▶ [SUPPLIED RECORDS]:
***
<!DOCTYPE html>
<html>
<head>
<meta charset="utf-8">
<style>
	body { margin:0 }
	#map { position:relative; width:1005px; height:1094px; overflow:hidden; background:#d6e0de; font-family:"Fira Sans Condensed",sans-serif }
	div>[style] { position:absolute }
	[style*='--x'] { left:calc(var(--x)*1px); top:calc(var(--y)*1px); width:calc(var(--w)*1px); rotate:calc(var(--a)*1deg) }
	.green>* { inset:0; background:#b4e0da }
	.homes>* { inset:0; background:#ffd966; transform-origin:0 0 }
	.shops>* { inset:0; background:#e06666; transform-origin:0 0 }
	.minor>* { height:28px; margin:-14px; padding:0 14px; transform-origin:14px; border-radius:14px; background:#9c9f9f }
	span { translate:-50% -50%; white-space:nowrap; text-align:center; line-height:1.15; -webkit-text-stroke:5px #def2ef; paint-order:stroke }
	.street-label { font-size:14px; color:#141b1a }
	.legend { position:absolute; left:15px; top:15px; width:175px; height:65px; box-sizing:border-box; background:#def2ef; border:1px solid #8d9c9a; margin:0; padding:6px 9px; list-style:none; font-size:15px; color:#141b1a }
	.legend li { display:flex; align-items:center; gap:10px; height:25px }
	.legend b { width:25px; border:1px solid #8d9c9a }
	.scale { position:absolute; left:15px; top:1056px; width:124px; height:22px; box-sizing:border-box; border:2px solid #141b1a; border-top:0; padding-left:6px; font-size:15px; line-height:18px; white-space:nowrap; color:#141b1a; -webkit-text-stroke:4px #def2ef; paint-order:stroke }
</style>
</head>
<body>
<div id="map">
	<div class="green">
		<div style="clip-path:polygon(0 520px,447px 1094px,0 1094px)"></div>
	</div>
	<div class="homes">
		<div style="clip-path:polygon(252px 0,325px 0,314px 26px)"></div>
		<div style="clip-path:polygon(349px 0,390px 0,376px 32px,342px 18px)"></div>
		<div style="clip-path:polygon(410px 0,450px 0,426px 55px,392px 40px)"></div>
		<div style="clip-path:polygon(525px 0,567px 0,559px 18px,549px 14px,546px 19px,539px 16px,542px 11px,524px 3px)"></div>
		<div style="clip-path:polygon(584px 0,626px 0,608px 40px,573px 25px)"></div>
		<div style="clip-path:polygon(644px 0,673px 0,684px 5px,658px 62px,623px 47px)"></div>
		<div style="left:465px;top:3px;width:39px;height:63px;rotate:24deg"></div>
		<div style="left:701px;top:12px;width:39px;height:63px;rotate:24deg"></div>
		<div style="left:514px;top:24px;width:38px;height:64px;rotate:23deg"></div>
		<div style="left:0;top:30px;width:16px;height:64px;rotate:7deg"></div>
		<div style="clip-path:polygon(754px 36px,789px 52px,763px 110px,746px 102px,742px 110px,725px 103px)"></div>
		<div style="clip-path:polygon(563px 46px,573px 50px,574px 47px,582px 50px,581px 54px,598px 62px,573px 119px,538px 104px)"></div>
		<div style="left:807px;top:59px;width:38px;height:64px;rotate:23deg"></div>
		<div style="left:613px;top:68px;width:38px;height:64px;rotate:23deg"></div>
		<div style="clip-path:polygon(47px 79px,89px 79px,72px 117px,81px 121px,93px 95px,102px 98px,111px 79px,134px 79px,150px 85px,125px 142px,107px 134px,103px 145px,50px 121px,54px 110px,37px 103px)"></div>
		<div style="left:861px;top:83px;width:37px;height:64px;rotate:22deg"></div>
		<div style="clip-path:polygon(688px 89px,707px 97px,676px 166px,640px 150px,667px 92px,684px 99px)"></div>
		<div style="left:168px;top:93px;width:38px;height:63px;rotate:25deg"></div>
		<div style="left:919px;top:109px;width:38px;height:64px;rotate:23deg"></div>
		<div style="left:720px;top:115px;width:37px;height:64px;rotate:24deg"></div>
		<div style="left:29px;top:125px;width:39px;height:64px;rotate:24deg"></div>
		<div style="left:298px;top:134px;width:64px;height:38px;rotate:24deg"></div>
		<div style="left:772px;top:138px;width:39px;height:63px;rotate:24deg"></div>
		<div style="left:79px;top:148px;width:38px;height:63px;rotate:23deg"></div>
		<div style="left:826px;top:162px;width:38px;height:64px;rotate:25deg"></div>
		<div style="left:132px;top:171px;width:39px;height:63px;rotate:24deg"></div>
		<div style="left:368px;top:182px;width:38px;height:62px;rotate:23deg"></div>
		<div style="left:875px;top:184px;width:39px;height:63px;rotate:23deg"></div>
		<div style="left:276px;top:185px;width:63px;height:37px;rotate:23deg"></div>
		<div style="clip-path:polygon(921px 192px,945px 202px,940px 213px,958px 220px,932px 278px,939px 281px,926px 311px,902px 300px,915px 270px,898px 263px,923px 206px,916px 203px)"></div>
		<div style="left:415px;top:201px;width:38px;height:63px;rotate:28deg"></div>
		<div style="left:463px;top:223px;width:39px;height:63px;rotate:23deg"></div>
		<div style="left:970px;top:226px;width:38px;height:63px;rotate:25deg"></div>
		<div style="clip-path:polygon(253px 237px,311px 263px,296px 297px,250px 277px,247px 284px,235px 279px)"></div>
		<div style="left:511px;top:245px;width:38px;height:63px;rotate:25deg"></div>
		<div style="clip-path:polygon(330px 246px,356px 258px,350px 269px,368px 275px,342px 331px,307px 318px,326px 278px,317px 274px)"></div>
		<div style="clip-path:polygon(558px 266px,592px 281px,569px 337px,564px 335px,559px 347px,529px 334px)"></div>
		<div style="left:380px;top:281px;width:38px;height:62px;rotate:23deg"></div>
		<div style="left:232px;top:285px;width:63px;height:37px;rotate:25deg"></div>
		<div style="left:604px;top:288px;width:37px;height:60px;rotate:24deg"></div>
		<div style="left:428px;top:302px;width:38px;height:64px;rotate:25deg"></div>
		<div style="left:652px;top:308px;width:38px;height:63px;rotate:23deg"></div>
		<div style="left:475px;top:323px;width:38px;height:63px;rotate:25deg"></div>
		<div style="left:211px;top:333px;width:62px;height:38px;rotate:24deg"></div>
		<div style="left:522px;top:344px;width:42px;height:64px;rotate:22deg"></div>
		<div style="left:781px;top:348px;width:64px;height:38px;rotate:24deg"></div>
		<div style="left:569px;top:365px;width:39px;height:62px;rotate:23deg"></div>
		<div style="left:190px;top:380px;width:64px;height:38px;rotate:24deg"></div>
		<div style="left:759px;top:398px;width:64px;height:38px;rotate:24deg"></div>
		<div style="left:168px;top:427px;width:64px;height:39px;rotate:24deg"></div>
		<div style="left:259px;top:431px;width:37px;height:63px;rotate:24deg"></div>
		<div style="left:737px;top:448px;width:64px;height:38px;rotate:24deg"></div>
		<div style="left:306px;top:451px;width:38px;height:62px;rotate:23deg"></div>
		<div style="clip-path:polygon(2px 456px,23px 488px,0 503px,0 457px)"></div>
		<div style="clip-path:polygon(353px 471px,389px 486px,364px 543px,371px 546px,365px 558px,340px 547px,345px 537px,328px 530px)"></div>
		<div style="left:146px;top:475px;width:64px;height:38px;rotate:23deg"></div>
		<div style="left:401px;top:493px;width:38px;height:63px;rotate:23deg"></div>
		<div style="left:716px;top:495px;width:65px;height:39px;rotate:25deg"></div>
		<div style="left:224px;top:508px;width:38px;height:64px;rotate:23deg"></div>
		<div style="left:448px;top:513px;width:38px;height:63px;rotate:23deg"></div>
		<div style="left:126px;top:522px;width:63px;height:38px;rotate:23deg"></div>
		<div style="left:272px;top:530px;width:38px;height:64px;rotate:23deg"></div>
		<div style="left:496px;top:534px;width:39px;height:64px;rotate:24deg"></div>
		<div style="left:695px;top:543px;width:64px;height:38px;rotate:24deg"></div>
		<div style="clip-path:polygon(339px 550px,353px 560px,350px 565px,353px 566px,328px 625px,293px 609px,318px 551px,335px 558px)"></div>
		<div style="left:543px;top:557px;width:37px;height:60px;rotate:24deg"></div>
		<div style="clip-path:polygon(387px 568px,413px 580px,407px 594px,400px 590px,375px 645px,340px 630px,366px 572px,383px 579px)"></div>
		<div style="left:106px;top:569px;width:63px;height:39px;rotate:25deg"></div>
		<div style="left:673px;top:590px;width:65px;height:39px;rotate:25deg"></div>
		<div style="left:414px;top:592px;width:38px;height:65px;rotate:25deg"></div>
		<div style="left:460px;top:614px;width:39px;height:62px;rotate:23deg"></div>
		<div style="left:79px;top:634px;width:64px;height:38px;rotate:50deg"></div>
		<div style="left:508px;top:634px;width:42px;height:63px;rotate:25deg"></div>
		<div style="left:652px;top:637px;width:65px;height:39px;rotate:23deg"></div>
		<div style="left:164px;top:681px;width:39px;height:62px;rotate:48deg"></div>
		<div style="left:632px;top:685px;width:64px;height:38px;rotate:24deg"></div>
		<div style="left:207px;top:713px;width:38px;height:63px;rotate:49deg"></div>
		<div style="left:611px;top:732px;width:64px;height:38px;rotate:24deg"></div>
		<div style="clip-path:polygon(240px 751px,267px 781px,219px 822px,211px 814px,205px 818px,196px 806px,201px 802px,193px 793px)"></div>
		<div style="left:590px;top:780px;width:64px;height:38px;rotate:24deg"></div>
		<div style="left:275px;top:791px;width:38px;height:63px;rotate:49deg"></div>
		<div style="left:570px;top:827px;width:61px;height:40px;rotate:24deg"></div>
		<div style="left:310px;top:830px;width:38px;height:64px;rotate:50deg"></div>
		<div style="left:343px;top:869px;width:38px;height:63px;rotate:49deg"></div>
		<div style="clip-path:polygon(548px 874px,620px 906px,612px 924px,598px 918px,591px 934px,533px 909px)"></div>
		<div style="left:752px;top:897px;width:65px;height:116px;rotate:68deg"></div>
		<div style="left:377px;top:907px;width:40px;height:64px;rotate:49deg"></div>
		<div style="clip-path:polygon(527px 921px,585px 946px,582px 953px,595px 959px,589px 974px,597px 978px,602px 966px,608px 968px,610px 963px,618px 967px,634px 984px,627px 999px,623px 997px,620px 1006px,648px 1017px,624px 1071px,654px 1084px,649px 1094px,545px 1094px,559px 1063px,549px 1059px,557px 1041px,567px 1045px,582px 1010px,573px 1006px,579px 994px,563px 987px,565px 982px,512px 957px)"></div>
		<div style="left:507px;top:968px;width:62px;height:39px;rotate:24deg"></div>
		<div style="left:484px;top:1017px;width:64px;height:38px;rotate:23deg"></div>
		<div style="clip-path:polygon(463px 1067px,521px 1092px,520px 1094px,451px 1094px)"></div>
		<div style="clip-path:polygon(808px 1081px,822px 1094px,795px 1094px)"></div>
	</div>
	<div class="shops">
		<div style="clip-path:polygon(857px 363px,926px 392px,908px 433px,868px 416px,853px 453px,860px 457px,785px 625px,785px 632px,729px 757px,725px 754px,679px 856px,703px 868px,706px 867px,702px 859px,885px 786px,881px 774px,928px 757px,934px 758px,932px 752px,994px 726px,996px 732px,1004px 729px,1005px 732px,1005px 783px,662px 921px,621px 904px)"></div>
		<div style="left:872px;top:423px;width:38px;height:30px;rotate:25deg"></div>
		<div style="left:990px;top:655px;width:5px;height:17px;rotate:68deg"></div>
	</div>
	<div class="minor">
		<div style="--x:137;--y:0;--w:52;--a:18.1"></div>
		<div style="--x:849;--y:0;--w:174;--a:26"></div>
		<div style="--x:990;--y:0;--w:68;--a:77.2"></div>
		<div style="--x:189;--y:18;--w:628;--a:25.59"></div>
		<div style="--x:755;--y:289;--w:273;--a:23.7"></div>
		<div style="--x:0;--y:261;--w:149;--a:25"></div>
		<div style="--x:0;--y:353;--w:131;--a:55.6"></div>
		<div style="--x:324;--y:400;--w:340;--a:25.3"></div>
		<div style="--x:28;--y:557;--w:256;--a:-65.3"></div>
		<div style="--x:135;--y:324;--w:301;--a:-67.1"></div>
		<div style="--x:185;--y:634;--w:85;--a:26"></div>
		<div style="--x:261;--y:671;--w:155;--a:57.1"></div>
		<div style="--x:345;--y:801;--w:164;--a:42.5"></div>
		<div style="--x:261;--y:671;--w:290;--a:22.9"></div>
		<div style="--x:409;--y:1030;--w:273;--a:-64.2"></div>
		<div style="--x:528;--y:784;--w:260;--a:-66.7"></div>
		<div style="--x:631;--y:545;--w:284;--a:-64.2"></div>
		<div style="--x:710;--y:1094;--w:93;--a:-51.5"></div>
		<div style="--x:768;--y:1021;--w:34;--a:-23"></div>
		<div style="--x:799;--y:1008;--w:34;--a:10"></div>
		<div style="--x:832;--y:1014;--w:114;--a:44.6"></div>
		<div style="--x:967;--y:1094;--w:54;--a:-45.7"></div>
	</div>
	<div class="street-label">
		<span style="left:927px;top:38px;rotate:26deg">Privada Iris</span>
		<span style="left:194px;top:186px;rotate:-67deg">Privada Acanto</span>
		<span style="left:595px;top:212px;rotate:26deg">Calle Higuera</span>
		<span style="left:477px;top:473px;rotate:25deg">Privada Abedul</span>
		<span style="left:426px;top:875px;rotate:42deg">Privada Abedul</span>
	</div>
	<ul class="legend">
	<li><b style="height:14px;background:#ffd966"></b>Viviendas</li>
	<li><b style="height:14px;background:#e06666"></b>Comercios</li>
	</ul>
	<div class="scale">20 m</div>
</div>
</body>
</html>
***
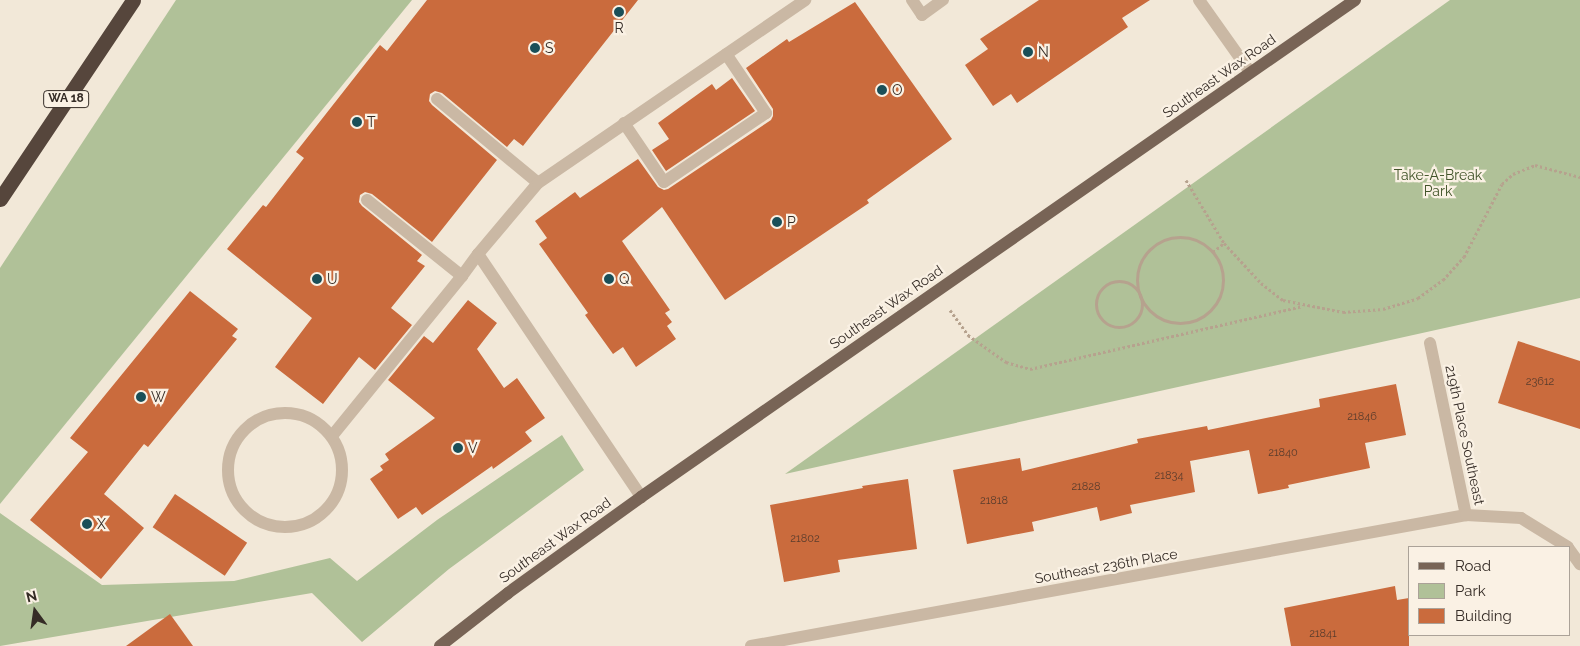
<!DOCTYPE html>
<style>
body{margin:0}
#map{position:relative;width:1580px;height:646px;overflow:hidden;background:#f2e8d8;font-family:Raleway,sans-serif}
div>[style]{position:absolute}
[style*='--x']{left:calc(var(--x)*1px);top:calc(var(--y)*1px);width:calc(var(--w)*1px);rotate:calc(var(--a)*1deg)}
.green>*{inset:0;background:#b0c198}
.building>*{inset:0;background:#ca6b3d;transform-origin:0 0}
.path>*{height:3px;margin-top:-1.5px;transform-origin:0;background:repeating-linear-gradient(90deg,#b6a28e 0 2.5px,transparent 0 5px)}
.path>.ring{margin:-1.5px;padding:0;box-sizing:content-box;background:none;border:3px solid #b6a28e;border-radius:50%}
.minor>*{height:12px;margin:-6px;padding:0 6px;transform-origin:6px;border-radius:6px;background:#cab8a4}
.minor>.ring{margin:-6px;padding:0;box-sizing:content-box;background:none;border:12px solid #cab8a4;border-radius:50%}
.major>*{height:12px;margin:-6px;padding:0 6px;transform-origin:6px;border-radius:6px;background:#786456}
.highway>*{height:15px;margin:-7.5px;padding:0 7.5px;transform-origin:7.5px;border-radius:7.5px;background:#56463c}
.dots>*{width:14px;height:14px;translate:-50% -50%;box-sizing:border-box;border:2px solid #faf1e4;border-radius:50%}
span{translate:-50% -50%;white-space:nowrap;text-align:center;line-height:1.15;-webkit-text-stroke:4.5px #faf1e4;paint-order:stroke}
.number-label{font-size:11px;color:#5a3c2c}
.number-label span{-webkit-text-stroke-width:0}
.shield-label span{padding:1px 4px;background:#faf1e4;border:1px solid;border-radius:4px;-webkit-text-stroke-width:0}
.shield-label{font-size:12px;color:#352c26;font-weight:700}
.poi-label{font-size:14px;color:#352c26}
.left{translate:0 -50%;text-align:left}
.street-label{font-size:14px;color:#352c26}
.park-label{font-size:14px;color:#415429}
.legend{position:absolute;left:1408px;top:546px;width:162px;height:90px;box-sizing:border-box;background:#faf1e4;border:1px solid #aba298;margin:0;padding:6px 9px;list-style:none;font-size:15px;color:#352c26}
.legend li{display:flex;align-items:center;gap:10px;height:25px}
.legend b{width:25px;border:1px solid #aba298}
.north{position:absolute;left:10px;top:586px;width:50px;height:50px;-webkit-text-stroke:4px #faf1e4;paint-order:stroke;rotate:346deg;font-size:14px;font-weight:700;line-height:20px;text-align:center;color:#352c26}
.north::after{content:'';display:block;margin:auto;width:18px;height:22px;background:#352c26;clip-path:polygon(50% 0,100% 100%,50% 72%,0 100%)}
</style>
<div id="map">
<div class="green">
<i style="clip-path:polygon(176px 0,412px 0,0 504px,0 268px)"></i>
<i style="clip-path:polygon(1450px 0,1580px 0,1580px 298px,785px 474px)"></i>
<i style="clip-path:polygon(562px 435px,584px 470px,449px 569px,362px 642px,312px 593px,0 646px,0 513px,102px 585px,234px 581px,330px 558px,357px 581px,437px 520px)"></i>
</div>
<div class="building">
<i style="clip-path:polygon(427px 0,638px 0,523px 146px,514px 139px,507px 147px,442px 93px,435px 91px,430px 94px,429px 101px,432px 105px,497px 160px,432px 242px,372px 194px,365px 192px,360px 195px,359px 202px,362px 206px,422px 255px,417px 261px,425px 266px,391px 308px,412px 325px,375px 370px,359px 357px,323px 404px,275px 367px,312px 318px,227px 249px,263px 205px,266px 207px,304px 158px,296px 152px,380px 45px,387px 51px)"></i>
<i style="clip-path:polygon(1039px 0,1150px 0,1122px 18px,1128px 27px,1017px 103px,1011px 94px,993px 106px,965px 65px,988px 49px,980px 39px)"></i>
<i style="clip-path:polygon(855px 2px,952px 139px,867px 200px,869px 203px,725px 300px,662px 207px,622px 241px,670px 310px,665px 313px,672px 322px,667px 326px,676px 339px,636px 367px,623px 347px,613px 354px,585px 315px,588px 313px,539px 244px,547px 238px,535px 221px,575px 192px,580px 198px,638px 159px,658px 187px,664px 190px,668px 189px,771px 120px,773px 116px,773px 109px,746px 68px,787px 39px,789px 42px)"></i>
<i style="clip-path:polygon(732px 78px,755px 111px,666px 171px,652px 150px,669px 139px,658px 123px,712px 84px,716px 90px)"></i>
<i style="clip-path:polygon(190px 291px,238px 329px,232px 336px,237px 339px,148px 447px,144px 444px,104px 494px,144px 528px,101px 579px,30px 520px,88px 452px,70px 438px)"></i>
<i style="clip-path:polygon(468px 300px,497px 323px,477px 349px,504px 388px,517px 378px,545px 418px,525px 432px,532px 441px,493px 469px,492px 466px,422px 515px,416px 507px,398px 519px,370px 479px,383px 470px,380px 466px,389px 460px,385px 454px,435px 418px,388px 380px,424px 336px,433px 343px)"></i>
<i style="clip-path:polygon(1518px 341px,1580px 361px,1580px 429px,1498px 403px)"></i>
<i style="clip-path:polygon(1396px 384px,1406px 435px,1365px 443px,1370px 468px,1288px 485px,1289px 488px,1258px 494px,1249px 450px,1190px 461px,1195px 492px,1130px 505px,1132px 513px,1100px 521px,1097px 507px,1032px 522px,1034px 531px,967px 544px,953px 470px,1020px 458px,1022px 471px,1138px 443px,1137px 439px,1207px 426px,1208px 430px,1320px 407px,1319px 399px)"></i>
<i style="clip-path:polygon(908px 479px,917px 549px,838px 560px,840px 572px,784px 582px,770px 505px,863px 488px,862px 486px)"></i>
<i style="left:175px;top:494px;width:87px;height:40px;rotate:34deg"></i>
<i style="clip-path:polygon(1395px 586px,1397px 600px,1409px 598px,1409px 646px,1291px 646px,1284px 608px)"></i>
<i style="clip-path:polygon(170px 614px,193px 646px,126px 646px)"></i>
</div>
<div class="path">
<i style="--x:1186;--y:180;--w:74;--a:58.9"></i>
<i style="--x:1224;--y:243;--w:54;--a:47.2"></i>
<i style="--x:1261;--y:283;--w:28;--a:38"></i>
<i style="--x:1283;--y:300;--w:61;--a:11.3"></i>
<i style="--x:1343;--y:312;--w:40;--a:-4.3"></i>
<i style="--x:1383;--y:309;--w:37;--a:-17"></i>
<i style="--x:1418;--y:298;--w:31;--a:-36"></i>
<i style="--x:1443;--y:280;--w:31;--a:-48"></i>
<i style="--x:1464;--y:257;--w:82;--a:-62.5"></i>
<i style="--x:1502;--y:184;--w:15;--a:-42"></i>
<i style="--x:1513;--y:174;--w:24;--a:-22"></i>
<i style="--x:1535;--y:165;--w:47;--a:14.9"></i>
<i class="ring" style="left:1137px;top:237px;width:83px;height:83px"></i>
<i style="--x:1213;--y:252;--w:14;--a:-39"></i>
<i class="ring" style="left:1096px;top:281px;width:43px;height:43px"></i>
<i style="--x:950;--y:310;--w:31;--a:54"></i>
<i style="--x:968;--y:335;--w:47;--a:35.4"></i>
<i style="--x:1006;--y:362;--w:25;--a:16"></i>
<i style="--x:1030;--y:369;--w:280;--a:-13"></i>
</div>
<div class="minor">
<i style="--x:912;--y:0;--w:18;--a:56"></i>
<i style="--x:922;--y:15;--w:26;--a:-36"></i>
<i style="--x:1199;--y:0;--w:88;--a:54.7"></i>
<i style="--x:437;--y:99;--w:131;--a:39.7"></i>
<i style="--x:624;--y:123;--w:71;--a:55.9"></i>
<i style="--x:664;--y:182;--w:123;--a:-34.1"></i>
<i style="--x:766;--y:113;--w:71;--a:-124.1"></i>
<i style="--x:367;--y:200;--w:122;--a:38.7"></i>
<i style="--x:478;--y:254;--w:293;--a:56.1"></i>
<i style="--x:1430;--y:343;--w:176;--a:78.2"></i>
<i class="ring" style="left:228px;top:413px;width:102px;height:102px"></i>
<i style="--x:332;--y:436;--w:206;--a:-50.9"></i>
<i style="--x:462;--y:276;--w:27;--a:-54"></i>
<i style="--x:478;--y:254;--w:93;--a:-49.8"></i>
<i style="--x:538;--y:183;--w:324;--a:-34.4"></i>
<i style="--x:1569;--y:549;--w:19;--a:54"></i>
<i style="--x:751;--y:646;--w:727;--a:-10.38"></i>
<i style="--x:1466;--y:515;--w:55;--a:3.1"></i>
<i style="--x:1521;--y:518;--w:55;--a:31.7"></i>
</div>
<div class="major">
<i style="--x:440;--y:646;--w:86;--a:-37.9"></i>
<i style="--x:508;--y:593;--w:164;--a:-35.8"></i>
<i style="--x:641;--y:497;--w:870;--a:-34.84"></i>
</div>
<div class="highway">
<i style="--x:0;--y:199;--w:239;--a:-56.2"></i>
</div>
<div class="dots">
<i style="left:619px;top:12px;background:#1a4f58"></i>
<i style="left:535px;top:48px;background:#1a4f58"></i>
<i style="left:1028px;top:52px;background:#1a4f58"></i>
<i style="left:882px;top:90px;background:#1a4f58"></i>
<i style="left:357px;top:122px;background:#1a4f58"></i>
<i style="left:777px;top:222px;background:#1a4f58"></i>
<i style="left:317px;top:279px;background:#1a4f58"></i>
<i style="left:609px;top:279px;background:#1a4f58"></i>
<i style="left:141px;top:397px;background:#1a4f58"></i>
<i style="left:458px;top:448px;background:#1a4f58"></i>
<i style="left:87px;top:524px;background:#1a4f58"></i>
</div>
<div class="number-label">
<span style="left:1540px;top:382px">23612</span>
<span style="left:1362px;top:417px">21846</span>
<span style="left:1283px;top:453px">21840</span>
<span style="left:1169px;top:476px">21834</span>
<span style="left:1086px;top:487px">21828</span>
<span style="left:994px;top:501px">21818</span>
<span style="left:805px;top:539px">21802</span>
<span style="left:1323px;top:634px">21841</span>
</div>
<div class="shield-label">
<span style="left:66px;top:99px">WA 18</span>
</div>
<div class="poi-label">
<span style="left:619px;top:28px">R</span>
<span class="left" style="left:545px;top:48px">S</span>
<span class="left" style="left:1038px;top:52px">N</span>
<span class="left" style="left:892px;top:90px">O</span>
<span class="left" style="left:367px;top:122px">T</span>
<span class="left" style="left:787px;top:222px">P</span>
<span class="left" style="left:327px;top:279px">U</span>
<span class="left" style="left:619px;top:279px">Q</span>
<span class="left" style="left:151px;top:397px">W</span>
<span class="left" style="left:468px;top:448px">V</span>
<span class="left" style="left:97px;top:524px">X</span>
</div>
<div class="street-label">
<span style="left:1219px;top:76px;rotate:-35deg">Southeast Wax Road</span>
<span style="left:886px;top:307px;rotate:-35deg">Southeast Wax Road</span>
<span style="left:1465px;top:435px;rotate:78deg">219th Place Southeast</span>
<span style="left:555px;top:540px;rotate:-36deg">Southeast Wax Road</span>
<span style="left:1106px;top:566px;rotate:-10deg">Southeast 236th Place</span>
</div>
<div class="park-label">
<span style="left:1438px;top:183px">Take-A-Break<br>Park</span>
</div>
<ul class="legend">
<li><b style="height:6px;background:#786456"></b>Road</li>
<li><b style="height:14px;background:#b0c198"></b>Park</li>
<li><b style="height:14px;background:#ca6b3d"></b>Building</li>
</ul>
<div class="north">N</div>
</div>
***
▶ [WORK ITEM]: Copy each line of the listing in which the word "overflow" can be found.

▶ [YOUR SOLUTION]:
	#map { position:relative; width:1005px; height:1094px; overflow:hidden; background:#d6e0de; font-family:"Fira Sans Condensed",sans-serif }
#map{position:relative;width:1580px;height:646px;overflow:hidden;background:#f2e8d8;font-family:Raleway,sans-serif}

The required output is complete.